(Action item) From the entries that follow, gather each line holding the word "nowrap".
** Opening The input block **
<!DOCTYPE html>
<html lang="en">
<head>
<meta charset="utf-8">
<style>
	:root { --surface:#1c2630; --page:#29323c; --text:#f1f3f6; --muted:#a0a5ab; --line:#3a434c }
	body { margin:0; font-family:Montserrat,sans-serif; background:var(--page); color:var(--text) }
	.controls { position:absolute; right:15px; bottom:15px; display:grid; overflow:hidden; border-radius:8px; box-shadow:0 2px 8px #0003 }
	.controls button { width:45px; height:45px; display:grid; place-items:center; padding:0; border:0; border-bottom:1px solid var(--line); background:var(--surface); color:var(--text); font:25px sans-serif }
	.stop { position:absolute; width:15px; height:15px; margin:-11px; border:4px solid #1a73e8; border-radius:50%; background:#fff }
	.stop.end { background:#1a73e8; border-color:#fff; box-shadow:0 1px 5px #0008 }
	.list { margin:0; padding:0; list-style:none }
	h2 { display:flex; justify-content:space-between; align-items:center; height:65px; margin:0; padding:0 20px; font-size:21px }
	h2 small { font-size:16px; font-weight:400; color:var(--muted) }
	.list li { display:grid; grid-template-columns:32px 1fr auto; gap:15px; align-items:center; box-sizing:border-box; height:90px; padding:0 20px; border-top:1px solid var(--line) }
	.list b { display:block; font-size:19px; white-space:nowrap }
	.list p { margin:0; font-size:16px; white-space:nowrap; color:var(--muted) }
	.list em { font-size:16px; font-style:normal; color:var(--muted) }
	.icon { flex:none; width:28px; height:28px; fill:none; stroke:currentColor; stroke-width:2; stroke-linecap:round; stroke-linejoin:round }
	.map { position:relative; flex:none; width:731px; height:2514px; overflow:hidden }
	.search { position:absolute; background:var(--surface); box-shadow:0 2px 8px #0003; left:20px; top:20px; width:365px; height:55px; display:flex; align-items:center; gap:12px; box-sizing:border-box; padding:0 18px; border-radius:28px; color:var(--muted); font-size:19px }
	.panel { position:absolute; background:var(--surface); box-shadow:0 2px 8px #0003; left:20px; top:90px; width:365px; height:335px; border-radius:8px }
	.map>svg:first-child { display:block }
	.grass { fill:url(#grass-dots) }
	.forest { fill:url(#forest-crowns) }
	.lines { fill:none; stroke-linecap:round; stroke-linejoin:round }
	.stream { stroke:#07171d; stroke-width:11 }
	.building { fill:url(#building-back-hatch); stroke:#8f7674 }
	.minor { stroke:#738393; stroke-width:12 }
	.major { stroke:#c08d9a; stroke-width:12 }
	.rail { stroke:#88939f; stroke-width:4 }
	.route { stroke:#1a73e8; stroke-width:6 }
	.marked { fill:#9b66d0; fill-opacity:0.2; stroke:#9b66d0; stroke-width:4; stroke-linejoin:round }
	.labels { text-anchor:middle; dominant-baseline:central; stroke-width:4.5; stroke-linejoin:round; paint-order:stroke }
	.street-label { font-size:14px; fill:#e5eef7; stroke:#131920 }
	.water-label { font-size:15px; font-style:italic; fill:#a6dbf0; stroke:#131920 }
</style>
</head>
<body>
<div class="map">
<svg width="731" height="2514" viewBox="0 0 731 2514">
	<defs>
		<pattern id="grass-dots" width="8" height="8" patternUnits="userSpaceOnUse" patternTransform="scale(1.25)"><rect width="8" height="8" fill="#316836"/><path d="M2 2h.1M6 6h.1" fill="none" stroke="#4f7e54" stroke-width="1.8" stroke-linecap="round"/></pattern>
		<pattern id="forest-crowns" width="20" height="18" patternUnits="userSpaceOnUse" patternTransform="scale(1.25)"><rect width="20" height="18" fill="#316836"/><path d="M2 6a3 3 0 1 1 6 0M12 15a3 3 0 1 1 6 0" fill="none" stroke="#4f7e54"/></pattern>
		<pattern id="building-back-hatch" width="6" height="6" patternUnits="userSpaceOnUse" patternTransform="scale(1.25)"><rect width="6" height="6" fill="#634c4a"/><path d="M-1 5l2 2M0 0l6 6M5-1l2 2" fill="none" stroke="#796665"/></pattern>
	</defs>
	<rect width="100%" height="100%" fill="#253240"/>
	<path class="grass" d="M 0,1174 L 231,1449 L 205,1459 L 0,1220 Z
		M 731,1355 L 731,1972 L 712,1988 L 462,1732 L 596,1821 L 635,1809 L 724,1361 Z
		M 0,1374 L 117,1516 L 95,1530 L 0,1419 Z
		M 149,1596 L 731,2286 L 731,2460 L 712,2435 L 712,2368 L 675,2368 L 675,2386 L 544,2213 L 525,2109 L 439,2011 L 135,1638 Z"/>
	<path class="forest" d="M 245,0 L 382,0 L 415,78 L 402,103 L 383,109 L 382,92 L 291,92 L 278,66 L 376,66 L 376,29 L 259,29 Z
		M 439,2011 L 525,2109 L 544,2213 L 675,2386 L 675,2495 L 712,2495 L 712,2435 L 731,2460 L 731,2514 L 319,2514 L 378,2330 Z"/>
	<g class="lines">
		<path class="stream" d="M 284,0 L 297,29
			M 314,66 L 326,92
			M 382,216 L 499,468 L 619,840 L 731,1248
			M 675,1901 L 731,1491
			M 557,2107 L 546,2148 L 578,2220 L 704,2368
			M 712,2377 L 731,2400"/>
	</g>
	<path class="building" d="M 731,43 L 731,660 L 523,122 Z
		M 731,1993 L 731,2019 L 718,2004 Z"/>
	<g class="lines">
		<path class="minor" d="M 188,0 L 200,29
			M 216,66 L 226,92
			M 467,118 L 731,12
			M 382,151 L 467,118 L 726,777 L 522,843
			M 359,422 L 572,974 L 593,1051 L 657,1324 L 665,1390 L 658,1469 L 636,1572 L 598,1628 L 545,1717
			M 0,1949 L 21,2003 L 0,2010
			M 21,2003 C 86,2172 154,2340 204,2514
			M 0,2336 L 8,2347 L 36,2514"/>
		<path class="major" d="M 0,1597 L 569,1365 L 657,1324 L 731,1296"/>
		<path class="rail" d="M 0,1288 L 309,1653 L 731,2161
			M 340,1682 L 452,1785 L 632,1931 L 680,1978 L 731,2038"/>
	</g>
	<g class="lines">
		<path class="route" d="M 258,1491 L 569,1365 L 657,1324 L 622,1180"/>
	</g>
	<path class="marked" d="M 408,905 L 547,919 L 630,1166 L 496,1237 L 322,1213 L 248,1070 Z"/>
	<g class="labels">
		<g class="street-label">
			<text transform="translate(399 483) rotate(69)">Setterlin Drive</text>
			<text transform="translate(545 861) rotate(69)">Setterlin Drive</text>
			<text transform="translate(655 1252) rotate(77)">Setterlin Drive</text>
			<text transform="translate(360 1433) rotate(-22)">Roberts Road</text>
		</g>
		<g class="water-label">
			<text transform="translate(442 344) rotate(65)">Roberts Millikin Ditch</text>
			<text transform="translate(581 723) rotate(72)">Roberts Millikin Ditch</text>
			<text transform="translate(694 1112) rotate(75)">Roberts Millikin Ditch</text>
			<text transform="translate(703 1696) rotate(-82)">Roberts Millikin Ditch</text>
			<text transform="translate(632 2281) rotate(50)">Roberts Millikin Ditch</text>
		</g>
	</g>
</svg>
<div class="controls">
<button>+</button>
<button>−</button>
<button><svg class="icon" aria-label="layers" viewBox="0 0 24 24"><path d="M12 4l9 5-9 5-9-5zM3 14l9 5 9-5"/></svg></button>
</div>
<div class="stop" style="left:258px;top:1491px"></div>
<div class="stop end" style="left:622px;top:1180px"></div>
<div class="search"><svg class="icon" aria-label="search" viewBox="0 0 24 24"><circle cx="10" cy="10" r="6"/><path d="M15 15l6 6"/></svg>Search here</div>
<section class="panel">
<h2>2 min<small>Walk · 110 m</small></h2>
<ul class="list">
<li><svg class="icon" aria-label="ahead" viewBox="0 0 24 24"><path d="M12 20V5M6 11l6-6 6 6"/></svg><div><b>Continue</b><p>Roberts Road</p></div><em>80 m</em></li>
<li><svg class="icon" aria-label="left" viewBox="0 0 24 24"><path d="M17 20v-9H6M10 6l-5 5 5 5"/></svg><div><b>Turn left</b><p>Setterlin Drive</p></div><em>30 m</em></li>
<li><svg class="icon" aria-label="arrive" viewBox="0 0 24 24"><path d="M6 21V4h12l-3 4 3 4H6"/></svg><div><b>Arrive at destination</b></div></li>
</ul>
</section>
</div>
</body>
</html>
** Closing The input block **
(Task answer)
	.list b { display:block; font-size:19px; white-space:nowrap }
	.list p { margin:0; font-size:16px; white-space:nowrap; color:var(--muted) }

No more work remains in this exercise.